Mahsa Shahbandeh scite author profile

Colistin-resistant multidrug-resistant (MDR), extensively drug-resistant (XDR), and pan-drug-resistant (PDR) bacteria are highly lethal and many researchers have tried hard to combat these microorganisms around the world. Infections caused by these bacteria are resistant to the last resort of antibiotic therapy and have posed a major challenge in clinical and public health.
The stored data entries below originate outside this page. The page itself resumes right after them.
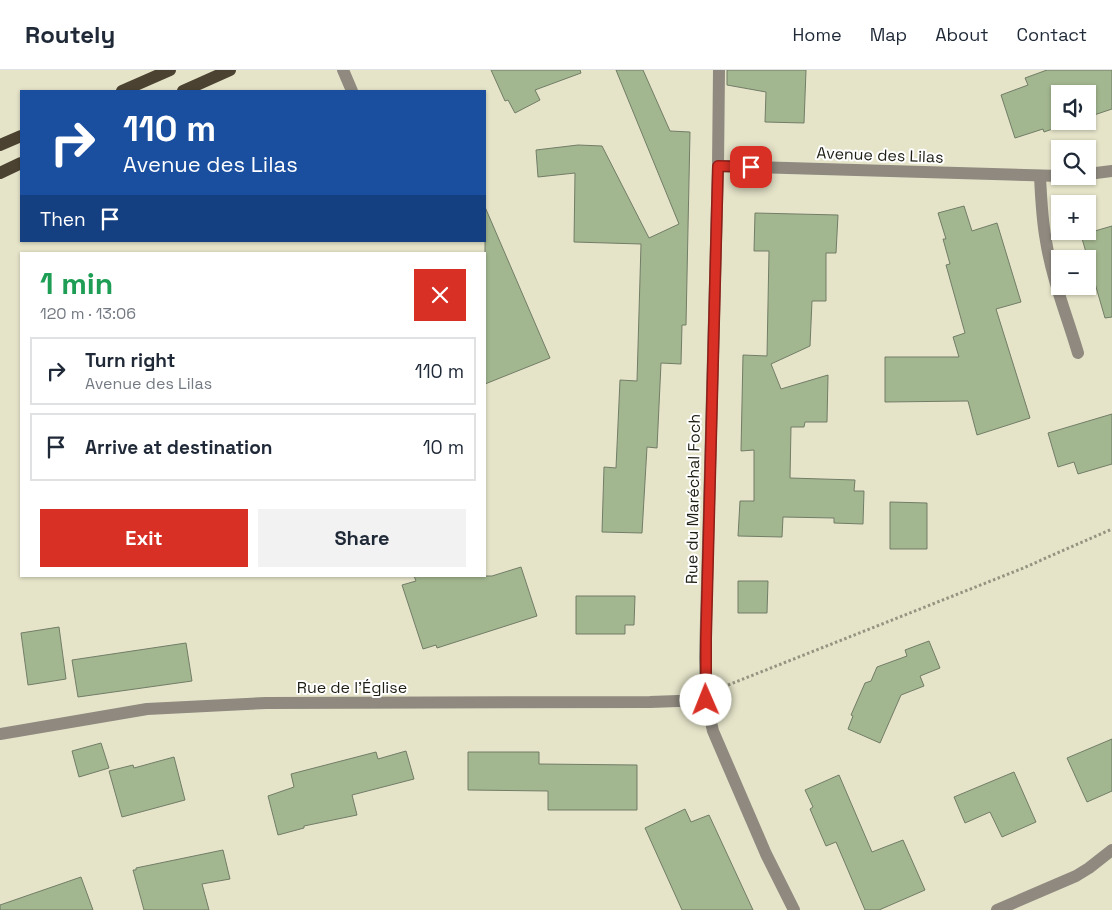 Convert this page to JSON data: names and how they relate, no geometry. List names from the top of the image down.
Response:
{
  "streets": {
    "street": ["Avenue des Lilas", "Rue du Maréchal Foch", "Rue de l'Église"]
  },
  "crossings": [
    ["Avenue des Lilas", "Rue du Maréchal Foch"],
    ["Rue du Maréchal Foch", "Rue de l'Église"]
  ],
  "page": {
    "header": "Routely",
    "nav": [
      "Home",
      "Map",
      "About",
      "Contact"
    ],
    "map_buttons": ["+", "−"],
    "turn": ["110 m", "Avenue des Lilas"],
    "then": "Then",
    "heading": ["1 min", "120 m · 13:06"],
    "list": [
      {
        "name": "Turn right",
        "note": "Avenue des Lilas",
        "value": "110 m"
      },
      {
        "name": "Arrive at destination",
        "value": "10 m"
      }
    ],
    "buttons": ["Exit", "Share"]
  }
} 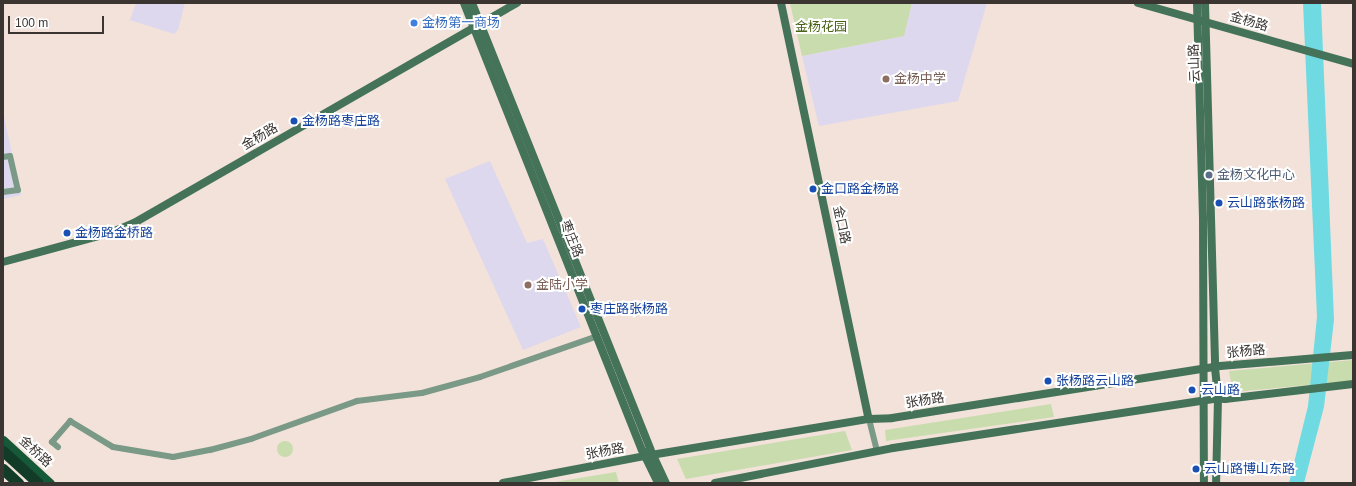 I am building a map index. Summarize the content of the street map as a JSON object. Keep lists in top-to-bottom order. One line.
{"streets":{"main road":["金杨路","云山路","金口路","枣庄路","张杨路","金桥路"]},"crossings":[["金杨路","云山路"],["金杨路","枣庄路"],["云山路","张杨路"],["金口路","张杨路"],["枣庄路","张杨路"]],"parks":["金杨花园"],"places":["金杨第一商场","金杨中学","金杨路枣庄路","金杨文化中心","金口路金杨路","云山路张杨路","金杨路金桥路","金陆小学","枣庄路张杨路","张杨路云山路","云山路","云山路博山东路"],"scale_bar":"100 m"} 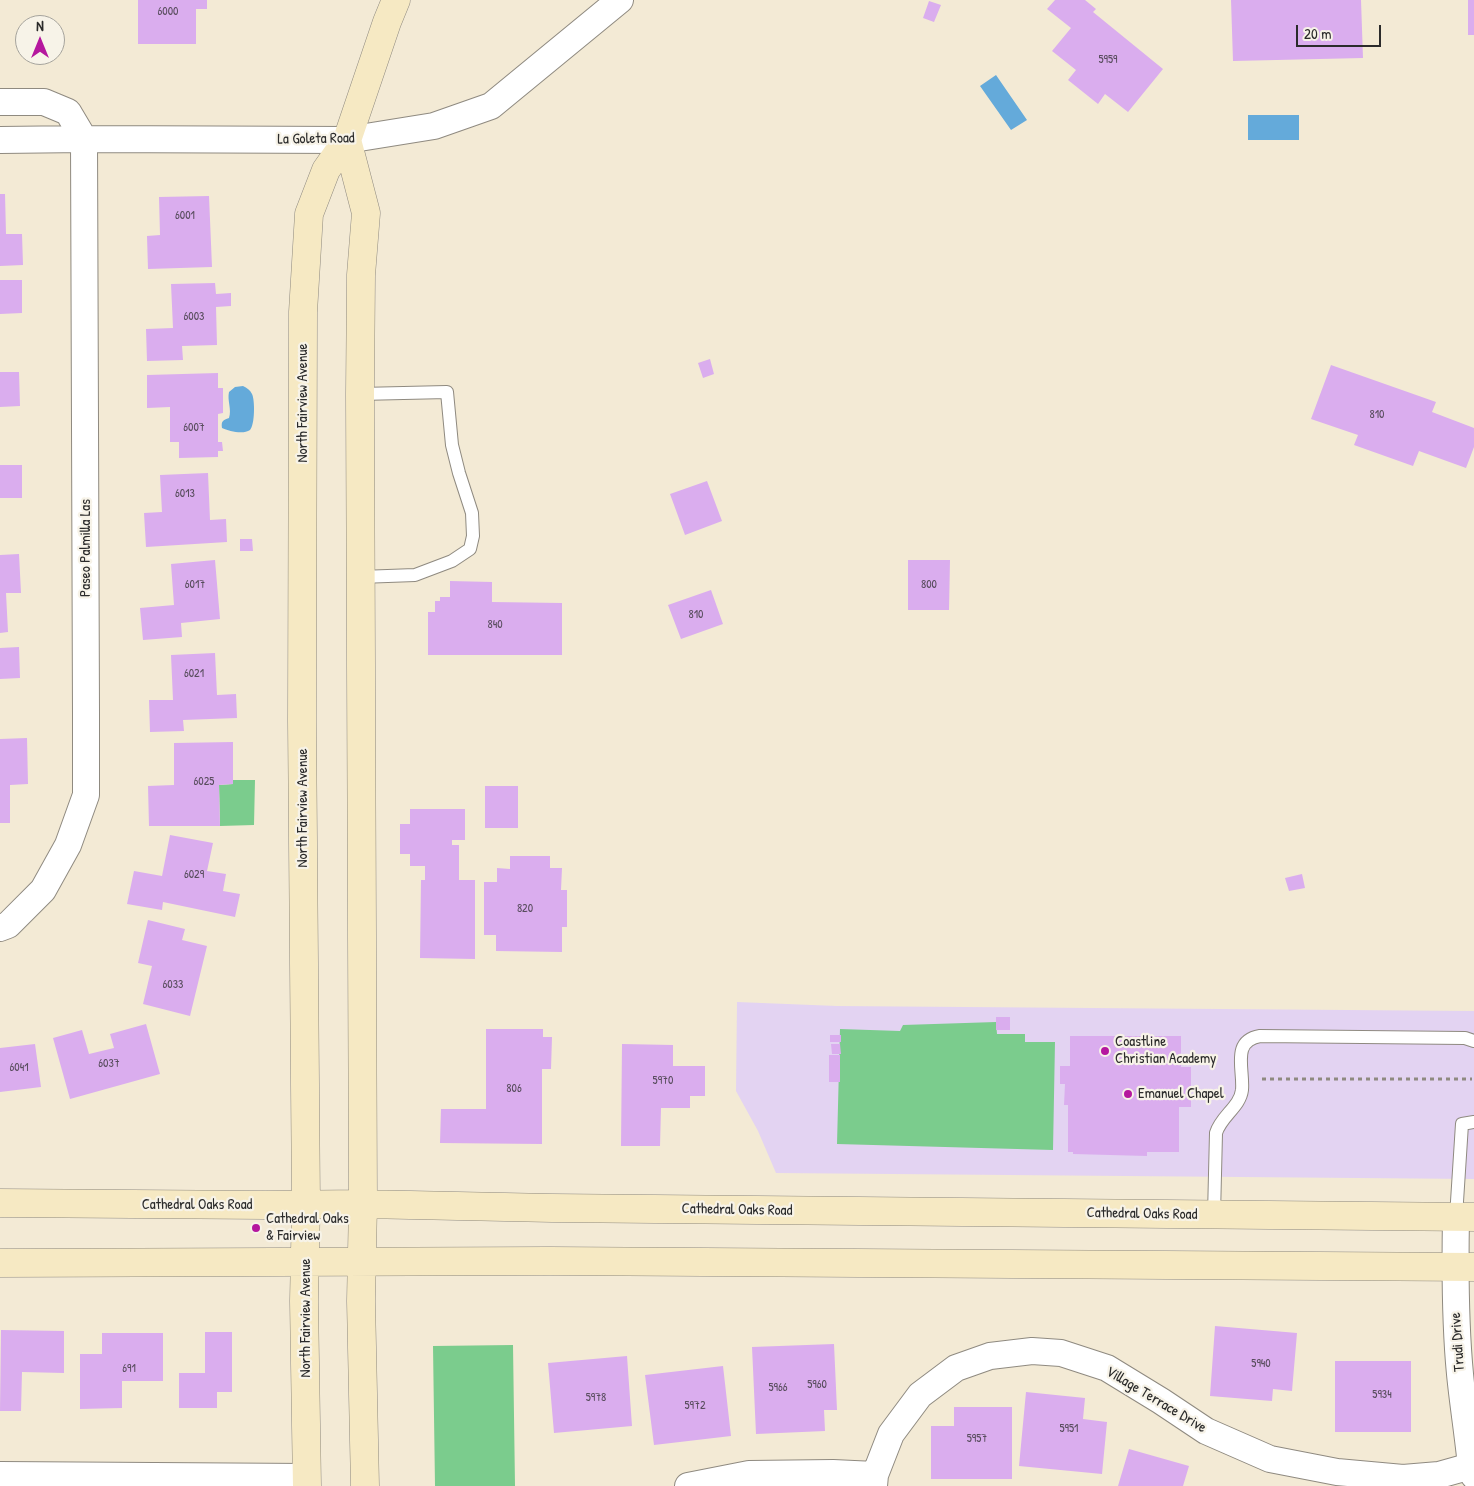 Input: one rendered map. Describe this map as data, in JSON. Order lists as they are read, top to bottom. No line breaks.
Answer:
{"streets":{"main road":["North Fairview Avenue","Cathedral Oaks Road"],"street":["La Goleta Road","Paseo Palmilla Las","Trudi Drive","Village Terrace Drive"]},"crossings":[["La Goleta Road","North Fairview Avenue"],["La Goleta Road","Paseo Palmilla Las"],["North Fairview Avenue","Cathedral Oaks Road"],["Cathedral Oaks Road","Trudi Drive"],["Trudi Drive","Village Terrace Drive"]],"places":["Coastline Christian Academy","Emanuel Chapel","Cathedral Oaks & Fairview"],"house_numbers":["6000","5959","6001","6003","810","6007","6013","6017","800","810","840","6021","6025","6029","820","6033","6037","6041","5970","806","5940","691","5960","5966","5934","5978","5972","5951","5957"],"scale_bar":"20 m","north":"top"} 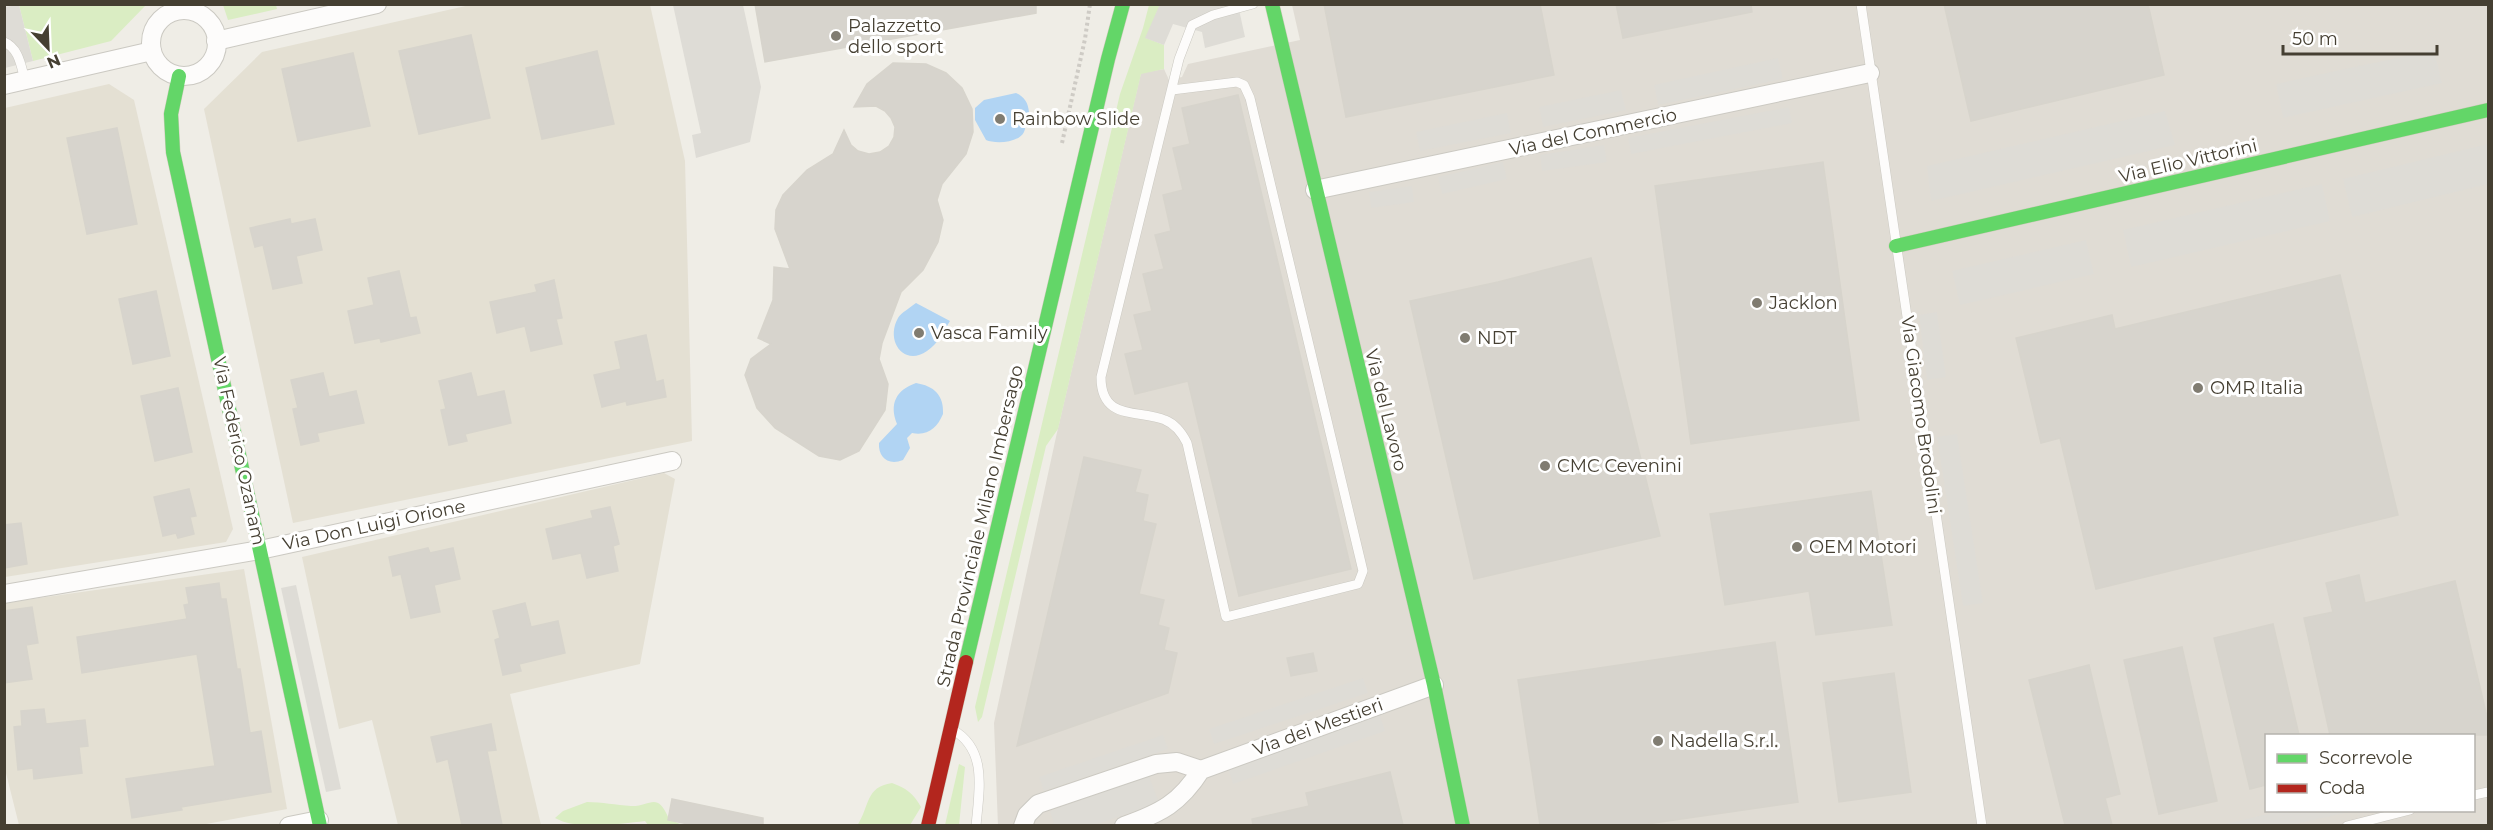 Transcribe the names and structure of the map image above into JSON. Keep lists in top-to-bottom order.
{
  "streets": {
    "street": [
      "Via del Commercio",
      "Via Elio Vittorini",
      "Via del Lavoro",
      "Via Federico Ozanam",
      "Via Don Luigi Orione",
      "Strada Provinciale Milano Imbersago",
      "Via dei Mestieri"
    ],
    "lane": ["Via Giacomo Brodolini"]
  },
  "crossings": [
    ["Via del Commercio", "Via del Lavoro"],
    ["Via del Commercio", "Via Giacomo Brodolini"],
    ["Via Elio Vittorini", "Via Giacomo Brodolini"],
    ["Via del Lavoro", "Via dei Mestieri"],
    ["Via Federico Ozanam", "Via Don Luigi Orione"]
  ],
  "places": [
    "Palazzetto dello sport",
    "Rainbow Slide",
    "Jacklon",
    "Vasca Family",
    "NDT",
    "OMR Italia",
    "CMC Cevenini",
    "OEM Motori",
    "Nadella S.r.l."
  ],
  "legend": ["Scorrevole", "Coda"],
  "scale_bar": "50 m",
  "north": "bottom right"
}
Since the production of new antibiotics is very expensive and also very slow compared to the increasing rate of antibiotic resistance, researchers are suggesting the use of natural substances with high antibacterial potential. Bacteriophages are one of the most effective therapeutic measures that are known to exist for use for incurable and highly resistant infections. Phages are highly taken into consideration due to the lack of side effects, potential spread to various body organs, distinct modes of action from antibiotics, and proliferation at the site of infection. Although the effects of phages on MDR and XDR bacteria have been demonstrated in various studies, only a few have investigated the effect of phage therapy on colistin-resistant isolates. Therefore, in this review, we discuss the problems caused by colistin-resistant MDR and XDR bacteria in the clinics, explain the different mechanisms associated with colistin resistance, introduce bacteriophage therapy as a powerful remedy, and finally present new studies that have used bacteriophages against colistin-resistant isolates.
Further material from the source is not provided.